= What is expected =
Spot each line in the data below containing "rotate" and copy it.

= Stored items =
Start of Block

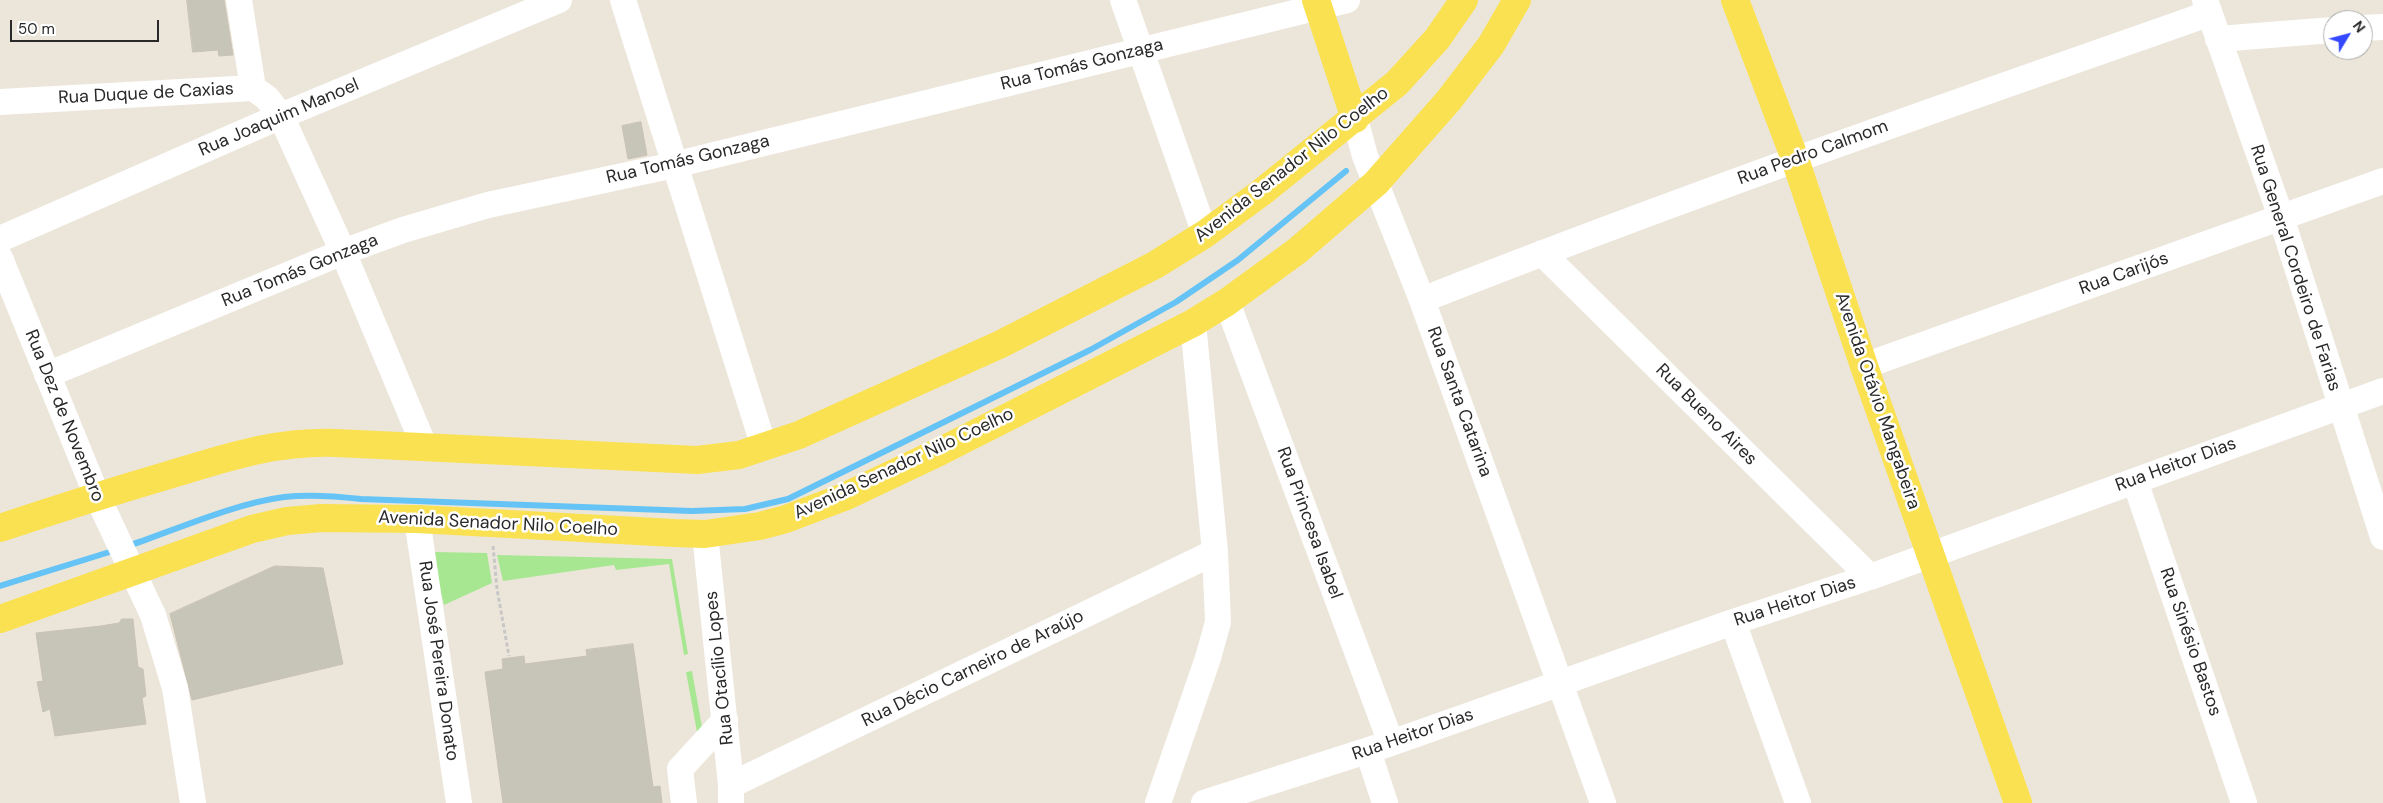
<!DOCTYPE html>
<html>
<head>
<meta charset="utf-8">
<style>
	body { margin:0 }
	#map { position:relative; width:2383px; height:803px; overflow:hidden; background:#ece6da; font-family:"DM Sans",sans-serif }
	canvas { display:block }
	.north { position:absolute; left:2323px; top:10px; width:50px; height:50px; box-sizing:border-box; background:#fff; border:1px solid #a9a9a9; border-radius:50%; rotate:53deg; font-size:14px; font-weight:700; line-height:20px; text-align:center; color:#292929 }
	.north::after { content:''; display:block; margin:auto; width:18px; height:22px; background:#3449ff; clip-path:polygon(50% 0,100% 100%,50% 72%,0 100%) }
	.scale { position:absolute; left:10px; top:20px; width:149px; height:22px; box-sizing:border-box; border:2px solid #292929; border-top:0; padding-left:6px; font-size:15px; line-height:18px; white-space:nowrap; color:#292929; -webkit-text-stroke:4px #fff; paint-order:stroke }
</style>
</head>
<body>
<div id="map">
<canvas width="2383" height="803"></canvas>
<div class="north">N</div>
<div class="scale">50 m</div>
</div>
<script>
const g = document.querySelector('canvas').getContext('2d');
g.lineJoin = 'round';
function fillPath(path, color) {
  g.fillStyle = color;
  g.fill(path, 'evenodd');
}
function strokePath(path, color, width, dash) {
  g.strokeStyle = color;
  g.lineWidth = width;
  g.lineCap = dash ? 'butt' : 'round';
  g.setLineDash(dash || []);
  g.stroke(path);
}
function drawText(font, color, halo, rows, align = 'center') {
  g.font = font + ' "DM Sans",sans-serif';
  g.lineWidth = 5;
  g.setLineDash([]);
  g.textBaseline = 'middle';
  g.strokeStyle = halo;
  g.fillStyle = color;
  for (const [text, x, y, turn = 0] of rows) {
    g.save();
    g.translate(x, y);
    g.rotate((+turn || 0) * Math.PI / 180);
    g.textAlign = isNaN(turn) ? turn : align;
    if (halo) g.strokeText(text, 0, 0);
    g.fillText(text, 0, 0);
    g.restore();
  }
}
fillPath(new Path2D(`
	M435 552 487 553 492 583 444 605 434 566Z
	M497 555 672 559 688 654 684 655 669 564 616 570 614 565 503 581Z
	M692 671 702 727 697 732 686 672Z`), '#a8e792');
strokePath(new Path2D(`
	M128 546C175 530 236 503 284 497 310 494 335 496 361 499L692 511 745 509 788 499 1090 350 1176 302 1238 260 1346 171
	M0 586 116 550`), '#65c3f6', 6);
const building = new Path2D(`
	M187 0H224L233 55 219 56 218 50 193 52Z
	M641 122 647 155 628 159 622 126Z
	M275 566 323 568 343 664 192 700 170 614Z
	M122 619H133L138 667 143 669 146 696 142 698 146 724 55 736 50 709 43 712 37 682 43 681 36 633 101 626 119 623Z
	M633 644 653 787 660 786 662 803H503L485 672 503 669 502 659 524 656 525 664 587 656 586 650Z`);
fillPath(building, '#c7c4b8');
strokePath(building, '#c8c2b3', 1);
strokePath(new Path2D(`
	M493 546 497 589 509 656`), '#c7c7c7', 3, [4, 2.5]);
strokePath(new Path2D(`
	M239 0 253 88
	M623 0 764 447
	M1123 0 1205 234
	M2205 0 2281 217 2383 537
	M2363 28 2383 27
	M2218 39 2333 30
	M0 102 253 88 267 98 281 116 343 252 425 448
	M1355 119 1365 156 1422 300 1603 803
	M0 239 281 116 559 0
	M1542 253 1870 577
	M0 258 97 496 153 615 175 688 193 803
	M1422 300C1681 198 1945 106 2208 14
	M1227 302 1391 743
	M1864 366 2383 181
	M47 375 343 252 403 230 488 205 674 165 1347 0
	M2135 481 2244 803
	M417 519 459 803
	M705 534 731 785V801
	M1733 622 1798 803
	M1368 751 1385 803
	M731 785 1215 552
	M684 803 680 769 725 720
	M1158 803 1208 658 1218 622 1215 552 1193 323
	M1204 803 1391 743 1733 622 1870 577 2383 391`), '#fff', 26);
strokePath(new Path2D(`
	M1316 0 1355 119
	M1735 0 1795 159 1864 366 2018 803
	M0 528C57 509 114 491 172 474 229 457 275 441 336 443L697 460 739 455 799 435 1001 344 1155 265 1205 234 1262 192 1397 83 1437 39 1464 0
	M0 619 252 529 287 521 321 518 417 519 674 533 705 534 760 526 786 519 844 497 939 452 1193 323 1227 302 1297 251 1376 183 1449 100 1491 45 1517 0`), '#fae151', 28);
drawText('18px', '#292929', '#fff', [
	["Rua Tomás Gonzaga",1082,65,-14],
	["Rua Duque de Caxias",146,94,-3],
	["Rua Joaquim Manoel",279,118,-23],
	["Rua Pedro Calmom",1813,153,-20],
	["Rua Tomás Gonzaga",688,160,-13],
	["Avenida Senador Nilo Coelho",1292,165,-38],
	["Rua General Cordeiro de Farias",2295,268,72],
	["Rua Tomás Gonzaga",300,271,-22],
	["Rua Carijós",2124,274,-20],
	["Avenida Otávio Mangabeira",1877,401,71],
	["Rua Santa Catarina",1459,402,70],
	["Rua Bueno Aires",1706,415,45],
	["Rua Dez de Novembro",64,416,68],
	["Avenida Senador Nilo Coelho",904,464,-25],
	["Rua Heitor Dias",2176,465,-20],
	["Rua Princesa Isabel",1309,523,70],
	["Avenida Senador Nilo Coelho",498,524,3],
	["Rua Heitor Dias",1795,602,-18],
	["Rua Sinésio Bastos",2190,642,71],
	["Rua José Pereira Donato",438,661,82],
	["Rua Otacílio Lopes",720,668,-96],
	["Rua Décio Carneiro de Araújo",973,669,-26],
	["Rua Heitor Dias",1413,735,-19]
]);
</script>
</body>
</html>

End of Block

= Result of the exercise =
	.north { position:absolute; left:2323px; top:10px; width:50px; height:50px; box-sizing:border-box; background:#fff; border:1px solid #a9a9a9; border-radius:50%; rotate:53deg; font-size:14px; font-weight:700; line-height:20px; text-align:center; color:#292929 }
    g.rotate((+turn || 0) * Math.PI / 180);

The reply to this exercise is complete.